At the Post Office, Mr. Loonan handed the envelopes to Ms. Marvel Staloch, the Postmistress of the Easton Post Office. She weighed the envelopes, affixed the proper first class postage to them, canceled the stamps, postmarked the envelopes and placed them in separate bags in the outgoing mail. Both envelopes were postmarked “March 19, 1982.” While she was doing this, Loonan mentioned to Marvel Staloch that the envelope containing the Federal rеturn had to go out that day. Petitioner’s Federal estate tax return properly electing special use valuation was mailed on March 19, 1982, by first class mail.
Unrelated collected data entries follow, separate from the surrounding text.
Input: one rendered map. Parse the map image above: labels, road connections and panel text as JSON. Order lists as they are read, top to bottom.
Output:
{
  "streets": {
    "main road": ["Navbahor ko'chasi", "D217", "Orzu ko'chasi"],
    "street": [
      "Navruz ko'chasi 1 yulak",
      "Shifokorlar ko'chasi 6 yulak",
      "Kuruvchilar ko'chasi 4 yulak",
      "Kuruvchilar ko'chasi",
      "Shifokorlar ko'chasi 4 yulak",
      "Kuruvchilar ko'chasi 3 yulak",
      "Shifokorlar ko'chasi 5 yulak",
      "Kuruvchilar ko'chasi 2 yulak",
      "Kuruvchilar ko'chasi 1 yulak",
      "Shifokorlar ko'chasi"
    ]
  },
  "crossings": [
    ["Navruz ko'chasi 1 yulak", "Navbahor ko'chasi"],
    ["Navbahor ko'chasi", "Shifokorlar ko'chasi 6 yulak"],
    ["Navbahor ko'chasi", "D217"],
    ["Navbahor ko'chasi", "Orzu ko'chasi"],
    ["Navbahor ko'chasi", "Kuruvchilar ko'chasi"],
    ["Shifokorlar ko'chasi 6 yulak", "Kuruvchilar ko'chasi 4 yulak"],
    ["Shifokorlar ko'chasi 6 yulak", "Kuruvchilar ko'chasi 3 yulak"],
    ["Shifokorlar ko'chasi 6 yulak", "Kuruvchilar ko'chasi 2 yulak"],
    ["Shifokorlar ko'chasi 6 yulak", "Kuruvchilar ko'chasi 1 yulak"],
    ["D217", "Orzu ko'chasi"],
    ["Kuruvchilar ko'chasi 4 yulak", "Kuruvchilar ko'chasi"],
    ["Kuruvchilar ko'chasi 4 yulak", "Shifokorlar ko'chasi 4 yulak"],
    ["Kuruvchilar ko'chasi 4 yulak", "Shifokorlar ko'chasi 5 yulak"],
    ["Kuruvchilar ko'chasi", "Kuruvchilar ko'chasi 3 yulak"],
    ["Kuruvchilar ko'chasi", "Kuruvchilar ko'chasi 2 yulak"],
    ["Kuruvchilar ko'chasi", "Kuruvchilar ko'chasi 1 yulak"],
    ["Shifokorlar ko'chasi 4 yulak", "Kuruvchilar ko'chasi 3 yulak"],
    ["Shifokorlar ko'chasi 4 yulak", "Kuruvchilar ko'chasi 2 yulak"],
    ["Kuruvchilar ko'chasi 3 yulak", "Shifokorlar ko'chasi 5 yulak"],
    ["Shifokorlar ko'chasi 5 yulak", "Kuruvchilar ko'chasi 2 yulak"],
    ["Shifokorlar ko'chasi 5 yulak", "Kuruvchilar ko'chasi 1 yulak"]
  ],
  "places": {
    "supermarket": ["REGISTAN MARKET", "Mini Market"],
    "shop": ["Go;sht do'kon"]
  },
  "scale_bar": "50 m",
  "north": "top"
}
Easton is a small community, and Ms. Staloch personally knows the residents. No resident complained to Ms. Staloch about lost mail, and Ms. Staloch, who would have been informed of such a loss, was unaware of any lost mail that was posted at the time the estate tax return was mailed.
Michael D. Johnson, attorney for petitioner, corresponded with respondent and inquired several times about the status of the estate tax return mailed for petitioner and asked for tax clearance. Respondent claimed he had not received the return. Petitioner then filed an executed copy of petitioner’s original return. Respondent received this copy at the Internal Revenue Service Centеr at Ogden, Utah, on October 2, 1984. Petitioner also remailed the Minnesota estate tax return after being told that the State tax commissioner had not received the State return.
OPINION
Respondent claims that the only return filed by petitioner was an untimely, executed copy. Respondent urges that because the executed copy was untimely filed, petitioner did not elect special use valuation. Sec. 20.2032A-8(a)(3), Estate Tax Regs. Accordingly, respondent determined the value of decedent’s farmland to be $321,840 instead of $173,334 as stated on the return resulting in the deficiency in petitioner’s Federal estate tax which is at issue. The parties do not dispute the value of decedent’s property. If special use valuation has been properly elected, petitioner is entitled to value its property at $173,334; if the property should be valued at its fair market vаlue, its value was $321,840.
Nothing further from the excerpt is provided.